_Task directions_: Without the pictures, retype each line below exactly as it stands.

_Dataset content_:

------------------------------

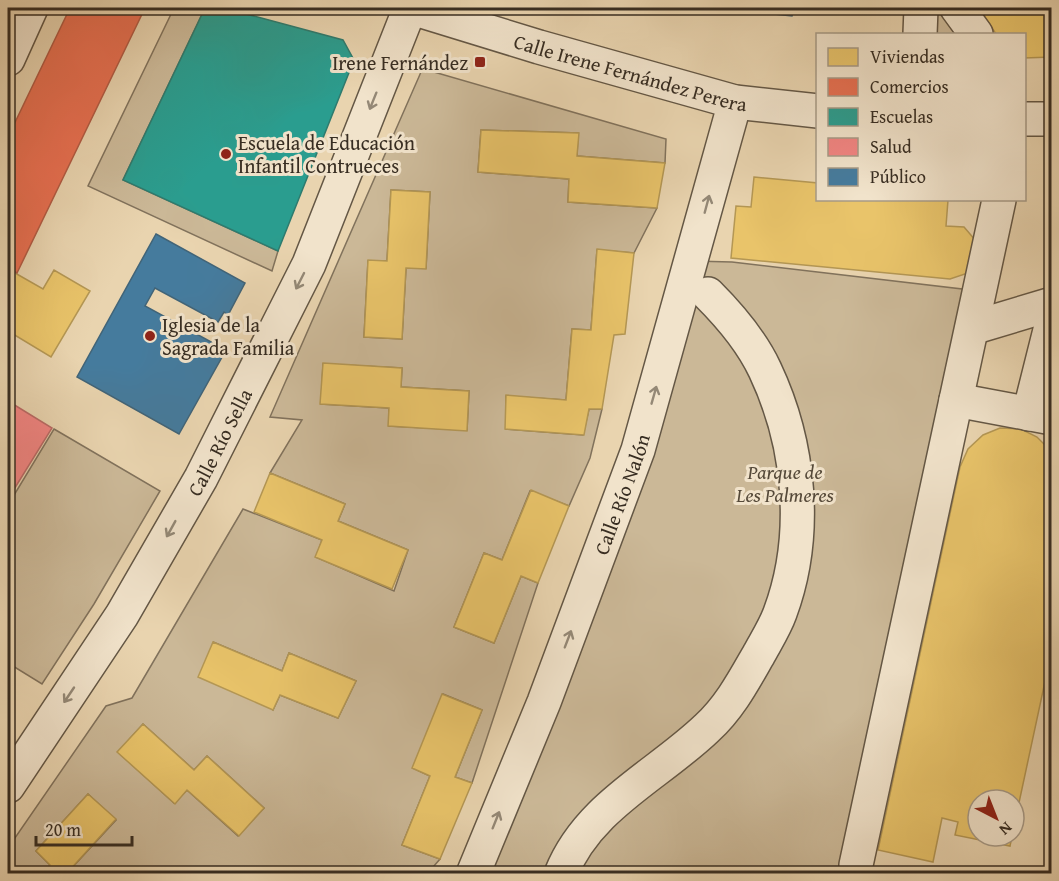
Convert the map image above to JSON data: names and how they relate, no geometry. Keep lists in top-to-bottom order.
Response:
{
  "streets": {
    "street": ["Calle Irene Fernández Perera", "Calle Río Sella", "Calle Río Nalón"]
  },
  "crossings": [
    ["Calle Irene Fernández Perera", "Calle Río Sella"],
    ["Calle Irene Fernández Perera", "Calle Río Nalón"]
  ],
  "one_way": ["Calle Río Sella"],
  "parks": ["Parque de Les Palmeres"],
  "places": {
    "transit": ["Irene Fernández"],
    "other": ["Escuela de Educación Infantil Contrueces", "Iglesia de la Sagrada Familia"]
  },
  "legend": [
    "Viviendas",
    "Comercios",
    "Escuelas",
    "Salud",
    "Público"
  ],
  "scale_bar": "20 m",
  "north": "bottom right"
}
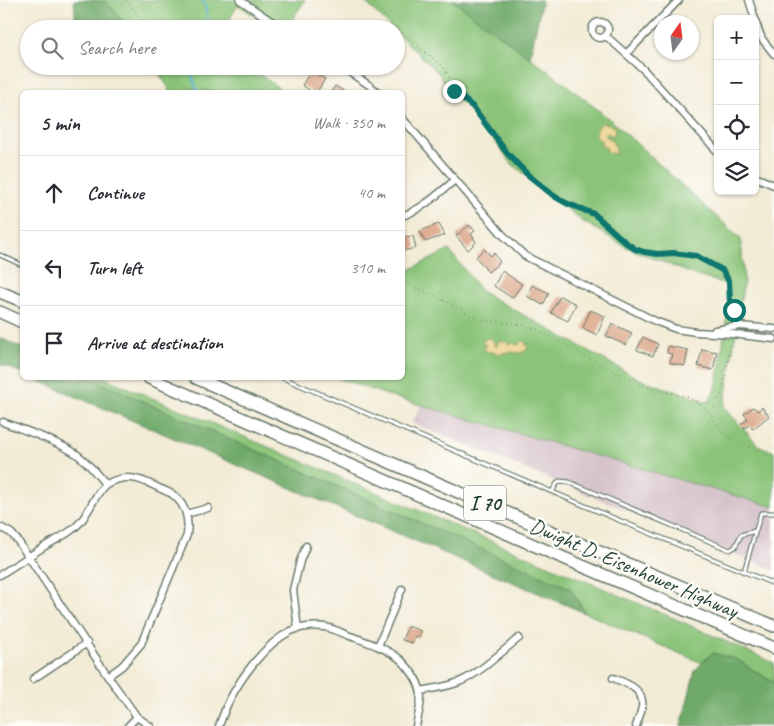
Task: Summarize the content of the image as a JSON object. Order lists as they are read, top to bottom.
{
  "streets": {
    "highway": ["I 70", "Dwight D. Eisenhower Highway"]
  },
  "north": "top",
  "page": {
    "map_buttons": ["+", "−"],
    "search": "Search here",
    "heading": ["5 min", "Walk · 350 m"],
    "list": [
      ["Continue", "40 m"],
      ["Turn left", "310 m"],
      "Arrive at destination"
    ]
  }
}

------------------------------

_Task answer_:
Convert the map image above to JSON data: names and how they relate, no geometry. Keep lists in top-to-bottom order.
Response:
{
  "streets": {
    "street": ["Calle Irene Fernández Perera", "Calle Río Sella", "Calle Río Nalón"]
  },
  "crossings": [
    ["Calle Irene Fernández Perera", "Calle Río Sella"],
    ["Calle Irene Fernández Perera", "Calle Río Nalón"]
  ],
  "one_way": ["Calle Río Sella"],
  "parks": ["Parque de Les Palmeres"],
  "places": {
    "transit": ["Irene Fernández"],
    "other": ["Escuela de Educación Infantil Contrueces", "Iglesia de la Sagrada Familia"]
  },
  "legend": [
    "Viviendas",
    "Comercios",
    "Escuelas",
    "Salud",
    "Público"
  ],
  "scale_bar": "20 m",
  "north": "bottom right"
}
Task: Summarize the content of the image as a JSON object. Order lists as they are read, top to bottom.
{
  "streets": {
    "highway": ["I 70", "Dwight D. Eisenhower Highway"]
  },
  "north": "top",
  "page": {
    "map_buttons": ["+", "−"],
    "search": "Search here",
    "heading": ["5 min", "Walk · 350 m"],
    "list": [
      ["Continue", "40 m"],
      ["Turn left", "310 m"],
      "Arrive at destination"
    ]
  }
}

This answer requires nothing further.